**RECORDS TO USE:**
• • •

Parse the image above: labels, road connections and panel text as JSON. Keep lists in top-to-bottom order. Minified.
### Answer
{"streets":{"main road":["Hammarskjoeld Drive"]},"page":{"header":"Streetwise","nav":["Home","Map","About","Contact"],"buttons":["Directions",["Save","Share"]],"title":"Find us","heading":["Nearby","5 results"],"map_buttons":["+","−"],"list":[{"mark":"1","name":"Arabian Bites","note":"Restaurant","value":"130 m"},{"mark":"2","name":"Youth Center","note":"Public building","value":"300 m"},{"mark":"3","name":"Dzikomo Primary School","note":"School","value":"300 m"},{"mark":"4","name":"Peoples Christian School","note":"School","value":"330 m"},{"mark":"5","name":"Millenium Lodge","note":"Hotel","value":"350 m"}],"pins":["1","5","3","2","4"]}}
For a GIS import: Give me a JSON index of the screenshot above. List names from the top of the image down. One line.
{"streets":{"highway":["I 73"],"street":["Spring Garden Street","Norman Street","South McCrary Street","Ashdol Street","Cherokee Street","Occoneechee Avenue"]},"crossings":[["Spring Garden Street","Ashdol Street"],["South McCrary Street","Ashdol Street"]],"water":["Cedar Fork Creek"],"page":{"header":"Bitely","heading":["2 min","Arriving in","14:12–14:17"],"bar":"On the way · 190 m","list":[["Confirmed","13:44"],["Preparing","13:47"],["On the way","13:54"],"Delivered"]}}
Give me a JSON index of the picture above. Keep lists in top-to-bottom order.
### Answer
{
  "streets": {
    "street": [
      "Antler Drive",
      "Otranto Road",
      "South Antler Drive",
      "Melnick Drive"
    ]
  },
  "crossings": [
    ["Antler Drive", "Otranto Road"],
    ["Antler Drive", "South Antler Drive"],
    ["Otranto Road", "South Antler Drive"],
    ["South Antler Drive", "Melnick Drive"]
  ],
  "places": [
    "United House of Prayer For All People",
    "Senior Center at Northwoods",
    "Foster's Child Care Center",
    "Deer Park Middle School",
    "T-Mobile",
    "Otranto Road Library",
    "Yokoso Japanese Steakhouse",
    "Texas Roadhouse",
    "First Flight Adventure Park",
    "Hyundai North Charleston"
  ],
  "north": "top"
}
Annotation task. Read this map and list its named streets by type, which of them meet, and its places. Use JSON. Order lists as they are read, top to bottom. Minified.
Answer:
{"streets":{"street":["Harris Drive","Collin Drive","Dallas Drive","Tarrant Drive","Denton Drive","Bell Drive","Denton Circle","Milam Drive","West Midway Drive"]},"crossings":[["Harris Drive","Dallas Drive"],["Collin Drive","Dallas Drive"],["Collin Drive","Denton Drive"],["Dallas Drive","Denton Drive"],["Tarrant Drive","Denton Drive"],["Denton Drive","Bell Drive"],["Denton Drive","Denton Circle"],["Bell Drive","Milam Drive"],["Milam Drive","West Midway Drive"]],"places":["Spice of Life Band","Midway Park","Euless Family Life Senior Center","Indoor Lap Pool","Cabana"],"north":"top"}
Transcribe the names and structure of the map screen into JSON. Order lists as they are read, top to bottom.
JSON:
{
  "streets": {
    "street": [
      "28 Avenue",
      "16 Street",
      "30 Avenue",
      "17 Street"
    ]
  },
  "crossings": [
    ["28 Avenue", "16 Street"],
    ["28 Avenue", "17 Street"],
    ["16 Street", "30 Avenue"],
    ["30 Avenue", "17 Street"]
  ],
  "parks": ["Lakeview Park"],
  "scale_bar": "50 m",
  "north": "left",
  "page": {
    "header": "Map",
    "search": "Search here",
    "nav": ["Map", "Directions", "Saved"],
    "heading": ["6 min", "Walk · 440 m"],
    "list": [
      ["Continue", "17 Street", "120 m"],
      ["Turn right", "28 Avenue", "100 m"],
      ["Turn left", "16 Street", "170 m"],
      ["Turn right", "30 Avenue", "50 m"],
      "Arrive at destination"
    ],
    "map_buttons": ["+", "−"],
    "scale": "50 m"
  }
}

• • •

**EXERCISE:**
What is needed is a verbatim copy of every line in the records above from the one containing "For a GIS import: Give" down to the one containing "Give me a JSON index of the picture", both included, and nothing more.

**EXPECTED ANSWER:**
For a GIS import: Give me a JSON index of the screenshot above. List names from the top of the image down. One line.
{"streets":{"highway":["I 73"],"street":["Spring Garden Street","Norman Street","South McCrary Street","Ashdol Street","Cherokee Street","Occoneechee Avenue"]},"crossings":[["Spring Garden Street","Ashdol Street"],["South McCrary Street","Ashdol Street"]],"water":["Cedar Fork Creek"],"page":{"header":"Bitely","heading":["2 min","Arriving in","14:12–14:17"],"bar":"On the way · 190 m","list":[["Confirmed","13:44"],["Preparing","13:47"],["On the way","13:54"],"Delivered"]}}
Give me a JSON index of the picture above. Keep lists in top-to-bottom order.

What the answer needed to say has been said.